Stored data
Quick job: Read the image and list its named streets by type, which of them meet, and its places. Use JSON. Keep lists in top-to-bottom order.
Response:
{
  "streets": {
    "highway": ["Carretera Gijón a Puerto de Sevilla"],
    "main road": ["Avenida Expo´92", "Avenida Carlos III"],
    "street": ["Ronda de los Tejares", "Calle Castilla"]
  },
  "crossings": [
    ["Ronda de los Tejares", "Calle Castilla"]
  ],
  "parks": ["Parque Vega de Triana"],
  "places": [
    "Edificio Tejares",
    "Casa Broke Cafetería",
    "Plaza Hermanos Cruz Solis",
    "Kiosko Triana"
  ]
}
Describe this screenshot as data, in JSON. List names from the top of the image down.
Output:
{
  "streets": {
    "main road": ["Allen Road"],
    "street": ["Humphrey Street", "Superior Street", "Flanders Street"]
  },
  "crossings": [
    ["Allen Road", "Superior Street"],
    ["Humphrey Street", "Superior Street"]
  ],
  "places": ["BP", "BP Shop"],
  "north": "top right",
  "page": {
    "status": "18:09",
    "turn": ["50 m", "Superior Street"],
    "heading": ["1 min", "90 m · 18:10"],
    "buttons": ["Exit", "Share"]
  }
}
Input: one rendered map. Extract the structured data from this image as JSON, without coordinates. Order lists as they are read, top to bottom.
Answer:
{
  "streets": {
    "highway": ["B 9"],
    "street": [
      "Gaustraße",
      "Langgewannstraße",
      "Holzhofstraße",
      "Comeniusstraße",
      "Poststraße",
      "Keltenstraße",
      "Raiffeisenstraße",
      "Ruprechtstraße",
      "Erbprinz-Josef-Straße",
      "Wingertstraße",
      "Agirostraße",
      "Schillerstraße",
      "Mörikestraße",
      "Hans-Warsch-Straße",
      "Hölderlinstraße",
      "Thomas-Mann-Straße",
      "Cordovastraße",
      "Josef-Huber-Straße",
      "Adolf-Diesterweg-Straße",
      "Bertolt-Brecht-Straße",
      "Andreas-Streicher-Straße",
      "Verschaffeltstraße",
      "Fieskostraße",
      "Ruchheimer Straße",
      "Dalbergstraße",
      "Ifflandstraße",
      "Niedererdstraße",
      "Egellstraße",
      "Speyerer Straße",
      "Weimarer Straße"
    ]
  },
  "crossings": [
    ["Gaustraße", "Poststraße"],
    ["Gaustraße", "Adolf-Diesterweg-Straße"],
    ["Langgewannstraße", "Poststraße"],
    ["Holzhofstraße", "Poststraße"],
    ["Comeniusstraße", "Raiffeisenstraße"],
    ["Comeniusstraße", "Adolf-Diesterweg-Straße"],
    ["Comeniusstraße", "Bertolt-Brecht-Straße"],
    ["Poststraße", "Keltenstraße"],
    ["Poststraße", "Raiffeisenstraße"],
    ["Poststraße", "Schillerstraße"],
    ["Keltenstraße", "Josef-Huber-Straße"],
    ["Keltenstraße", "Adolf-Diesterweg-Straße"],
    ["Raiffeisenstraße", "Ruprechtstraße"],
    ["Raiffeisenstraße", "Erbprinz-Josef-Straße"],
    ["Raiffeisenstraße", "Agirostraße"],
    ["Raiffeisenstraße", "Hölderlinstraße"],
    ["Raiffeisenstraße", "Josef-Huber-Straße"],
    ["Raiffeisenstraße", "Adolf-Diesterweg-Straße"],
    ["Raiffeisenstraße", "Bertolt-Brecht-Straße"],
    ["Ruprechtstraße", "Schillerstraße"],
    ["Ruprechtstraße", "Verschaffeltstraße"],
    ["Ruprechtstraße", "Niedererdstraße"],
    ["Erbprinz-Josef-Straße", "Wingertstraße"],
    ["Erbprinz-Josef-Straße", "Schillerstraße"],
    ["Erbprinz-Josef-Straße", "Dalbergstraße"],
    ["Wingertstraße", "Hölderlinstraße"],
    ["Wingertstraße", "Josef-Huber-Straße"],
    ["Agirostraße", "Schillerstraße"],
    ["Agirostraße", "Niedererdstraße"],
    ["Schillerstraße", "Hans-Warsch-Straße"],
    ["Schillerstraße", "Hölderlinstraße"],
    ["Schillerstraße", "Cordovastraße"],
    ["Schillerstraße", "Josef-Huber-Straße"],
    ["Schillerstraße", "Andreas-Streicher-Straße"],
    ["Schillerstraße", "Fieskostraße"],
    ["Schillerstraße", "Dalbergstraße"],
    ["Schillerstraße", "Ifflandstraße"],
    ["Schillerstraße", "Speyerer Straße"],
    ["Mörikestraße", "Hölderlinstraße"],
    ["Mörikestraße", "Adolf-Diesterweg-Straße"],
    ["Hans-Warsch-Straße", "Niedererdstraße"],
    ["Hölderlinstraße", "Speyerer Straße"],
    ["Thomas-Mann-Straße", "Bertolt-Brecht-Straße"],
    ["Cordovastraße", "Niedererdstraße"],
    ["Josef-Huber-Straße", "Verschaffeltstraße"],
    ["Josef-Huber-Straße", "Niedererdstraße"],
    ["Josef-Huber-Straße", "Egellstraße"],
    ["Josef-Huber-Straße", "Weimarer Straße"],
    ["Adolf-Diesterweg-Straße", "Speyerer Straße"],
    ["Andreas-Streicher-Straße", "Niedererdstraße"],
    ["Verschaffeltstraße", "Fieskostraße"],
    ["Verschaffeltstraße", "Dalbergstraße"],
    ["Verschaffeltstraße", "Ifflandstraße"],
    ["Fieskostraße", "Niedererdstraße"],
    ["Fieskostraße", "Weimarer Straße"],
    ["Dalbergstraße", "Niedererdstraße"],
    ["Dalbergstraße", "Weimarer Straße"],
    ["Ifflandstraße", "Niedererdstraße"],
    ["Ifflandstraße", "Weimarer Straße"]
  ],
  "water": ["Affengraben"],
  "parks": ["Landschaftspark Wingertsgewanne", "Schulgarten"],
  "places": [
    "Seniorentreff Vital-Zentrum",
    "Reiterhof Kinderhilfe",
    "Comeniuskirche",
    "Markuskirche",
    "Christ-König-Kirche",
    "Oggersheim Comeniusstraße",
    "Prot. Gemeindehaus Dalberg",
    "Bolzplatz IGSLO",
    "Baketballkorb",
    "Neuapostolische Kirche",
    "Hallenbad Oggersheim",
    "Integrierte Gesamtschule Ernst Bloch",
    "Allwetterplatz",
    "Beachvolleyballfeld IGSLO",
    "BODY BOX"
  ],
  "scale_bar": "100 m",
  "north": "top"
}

▶ WHAT TO WORK ON
In these records, tally the lines that contain the string "Verschaffeltstraße", and give only the result.

▶ COMPLETED EXERCISE
6